The Conjuring: The Devil Made Me Do it has a couple of nods to outdated horror movies, though the finale borrows inspiration from Stephen King’s The Shining.
The Conjuring: The Devil Made Me Do it has a couple of interesting nods to older horror flicks. It initially pays homage to the Exorcist film when Gordon, The Father from the church comes at the Glatzel house to cope with the possession of the family’s young boy, David.
Additionally, it does take some from adaption from Nightmare on Elm Street as the cult-classic messes with people’s brains, bringing their worst nightmares to reality. Nevertheless, in the finale, the largest tribute goes to Stephen King’s renowned novel, The Shining.
Stanley Kubrick’s 1980 film centred on the psychological meltdown of Nicholson’s Jack Torrance as he’s stricken by ghosts during his stay at an abandoned hotel called the Overlook Hotel. Jack’s psychological condition goes down to the stage that he loses the sense of his identity, creating him to brutally run after his own family and slash them with an axe in his hand.
It has one of cinema’s most legendary sequences, particularly while he tries to chop down the bathroom door down in the famous “Here’s Johnny!” scene to rend up his beloved wife, Wendy. Fortunately, their little kid, Danny, distracts him into a hedge maze and where he gets lost and is left to freeze till he dies, preserving the abandoned hotel from the madman who dropped himself to the hotel’s evil spirits.
The 3rd Conjuring movie starts from this specific descent in madness when Lorraine and Ed face the Occultist right after deducing that the spirit is Isla, the child of the ex-priest Kastner. However, when Ed runs into the catacombs to come across Lorraine, the witch takes Lorraine’s looks blowing a distinctive powder on his face.
This particularly affects Ed, as he starts acting like a mindless violent person, picking up a sledgehammer. His eyes turn ghastly and grey, while he uses the tool inside the tunnels exactly the same way as Jack, smashing everything around his way in order to break Lorraine’s skull.

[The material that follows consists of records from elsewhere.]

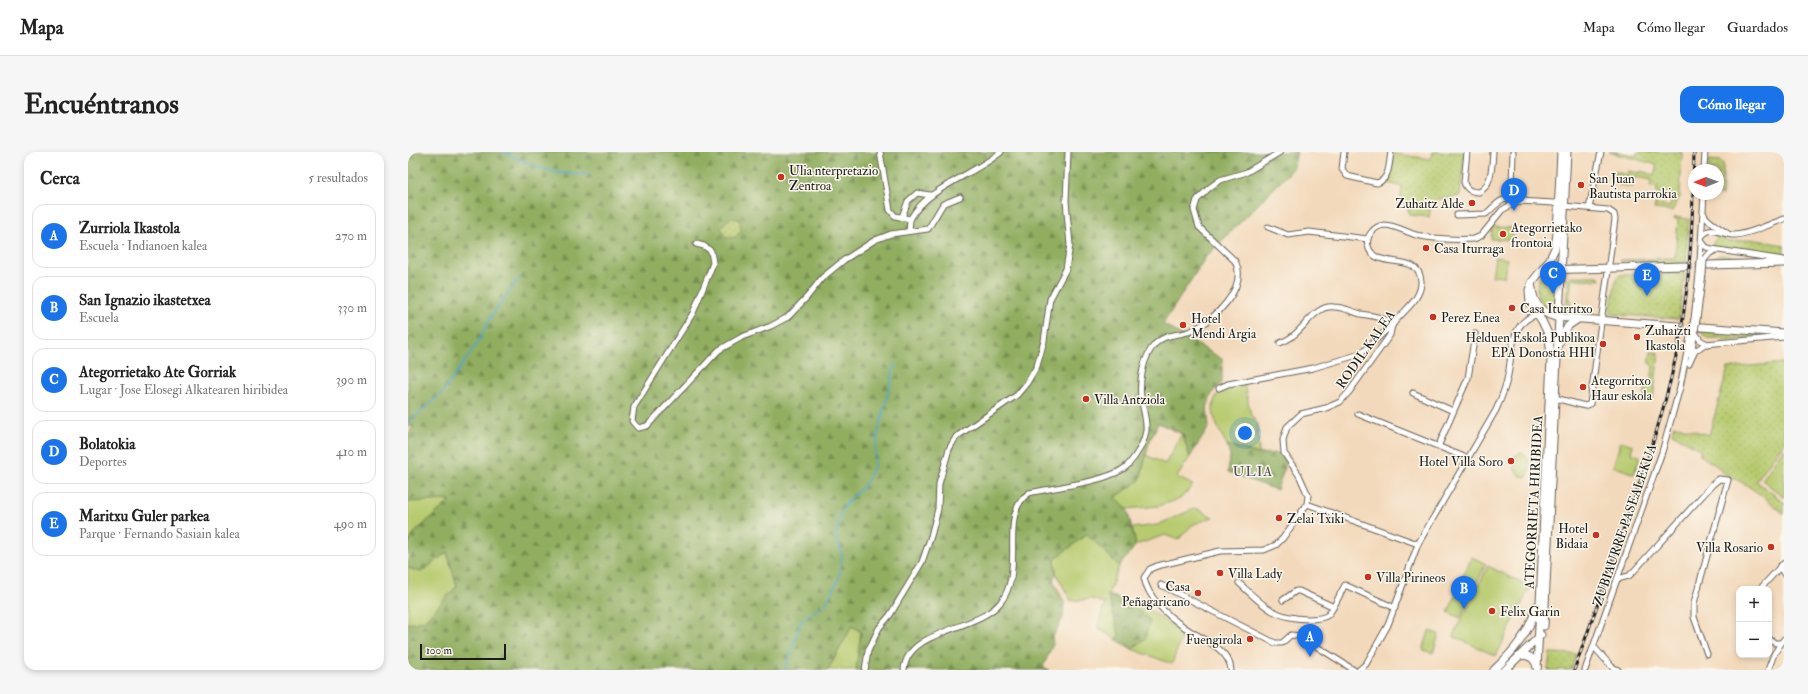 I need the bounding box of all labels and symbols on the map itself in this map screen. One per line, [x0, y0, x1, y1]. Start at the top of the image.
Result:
place label: Ulia nterpretazio Zentroa [789, 163, 878, 194]
north arrow [1688, 164, 1724, 200]
place label: San Juan Bautista parrokia [1589, 171, 1677, 203]
marker: Ulia nterpretazio Zentroa [776, 172, 786, 182]
pin: D [1501, 178, 1527, 211]
marker: San Juan Bautista parrokia [1576, 180, 1586, 190]
place label: Zuhaitz Alde [1395, 196, 1465, 212]
marker: Zuhaitz Alde [1467, 198, 1477, 208]
place label: Ategorrietako frontoia [1510, 220, 1582, 251]
marker: Ategorrietako frontoia [1498, 229, 1508, 239]
place label: Casa Iturraga [1434, 241, 1505, 257]
marker: Casa Iturraga [1421, 243, 1431, 253]
pin: C [1540, 261, 1566, 294]
pin: E [1634, 263, 1660, 296]
place label: Casa Iturritxo [1520, 301, 1593, 317]
marker: Casa Iturritxo [1507, 303, 1517, 313]
street label: RODIL KALEA [1333, 307, 1399, 392]
place label: Perez Enea [1441, 310, 1500, 326]
place label: Hotel Mendi Argia [1191, 311, 1257, 342]
marker: Perez Enea [1428, 312, 1438, 322]
marker: Hotel Mendi Argia [1178, 320, 1188, 330]
place label: Zuhaizti Ikastola [1645, 323, 1692, 354]
place label: Helduen Eskola Publikoa EPA Donostia HHI [1465, 330, 1596, 361]
marker: Zuhaizti Ikastola [1632, 332, 1642, 342]
marker: Helduen Eskola Publikoa EPA Donostia HHI [1598, 339, 1608, 349]
place label: Ategorritxo Haur eskola [1590, 373, 1653, 404]
marker: Ategorritxo Haur eskola [1578, 382, 1588, 392]
place label: Villa Antziola [1094, 392, 1166, 408]
marker: Villa Antziola [1081, 394, 1091, 404]
street label: ATEGORRIETA HIRIBIDEA [1521, 414, 1547, 590]
your location [1235, 423, 1255, 443]
street label: ZUBIAURRE PASEALEKUA [1590, 441, 1661, 609]
place label: Hotel Villa Soro [1419, 454, 1503, 470]
marker: Hotel Villa Soro [1506, 456, 1516, 466]
district label: ULIA [1233, 463, 1273, 480]
place label: Zelai Txiki [1287, 511, 1345, 527]
marker: Zelai Txiki [1274, 513, 1284, 523]
place label: Hotel Bidaia [1556, 521, 1589, 552]
marker: Hotel Bidaia [1591, 530, 1601, 540]
place label: Villa Rosario [1696, 540, 1763, 556]
marker: Villa Rosario [1766, 542, 1776, 552]
place label: Villa Lady [1228, 566, 1283, 583]
marker: Villa Lady [1215, 568, 1225, 578]
place label: Villa Pirineos [1376, 570, 1446, 586]
marker: Villa Pirineos [1363, 572, 1373, 582]
pin: B [1451, 576, 1477, 609]
place label: Casa Peñagaricano [1122, 579, 1191, 610]
marker: Casa Peñagaricano [1193, 588, 1203, 598]
place label: Felix Garin [1500, 604, 1560, 620]
marker: Felix Garin [1487, 606, 1497, 616]
pin: A [1297, 624, 1323, 657]
place label: Fuengirola [1186, 632, 1243, 648]
marker: Fuengirola [1245, 634, 1255, 644]
scale bar [420, 642, 506, 661]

The facial reactions and grunts as well as body mannerisms each remind us and pay homage to Jack. Fortunately, just when he is intending to attack Lorraine, the spell is broken with memories of their strong and undying love by her
Ed’s rage cools down, and he destroys the altar that Isla utilized to bring up the Satanist powers she possesses which come from hell. This can lead to the witch actually being murdered alternatively, with Lorraine and Ed getting out safely.
Unlike The Shining, Ed does not endure exactly the same words as Jack and it is also spared demise. While it was nature taking revenge for Jack because he has always been a selfish person, caring only about himself, Ed on the other hand is a good, selfless man, so despite him moving around like a killer, things work out for him. So, yeah there’s a good reason why they are called movies and not real-life incidents, even when filmmakers may try to portray them as based on true events.
As a guest on CinemaBlend’s official ReelBlend podcast, Michael Chaves spoke about the multiple references from some of Hollywood’s best horror flicks, he stated:
It is intriguing because, even though the Conjuring has resulted in multiple spinoffs, Lorraine and Ed, have always been the heart of this particular series, and they have a lot of unexplainable cases which may be utilized to further pull in storylines for Conjuring sequels in the future.
The most unique thing about the franchise is the chemistry shared between Patrick Wilson and Vera Farmiga, who truly show ownership to the characters and the franchise as well.
The Conjuring: The Devil Made Me Do it, packs in a stellar cast including Patrick Wilson, Vera Farmiga, Ruairi O ‘Connor, Sarah Catherine Hook and Julian Hilliard, while it is directed by the celebrated director Michael Chaves. You can currently watch the movie in theatres or HBO Max.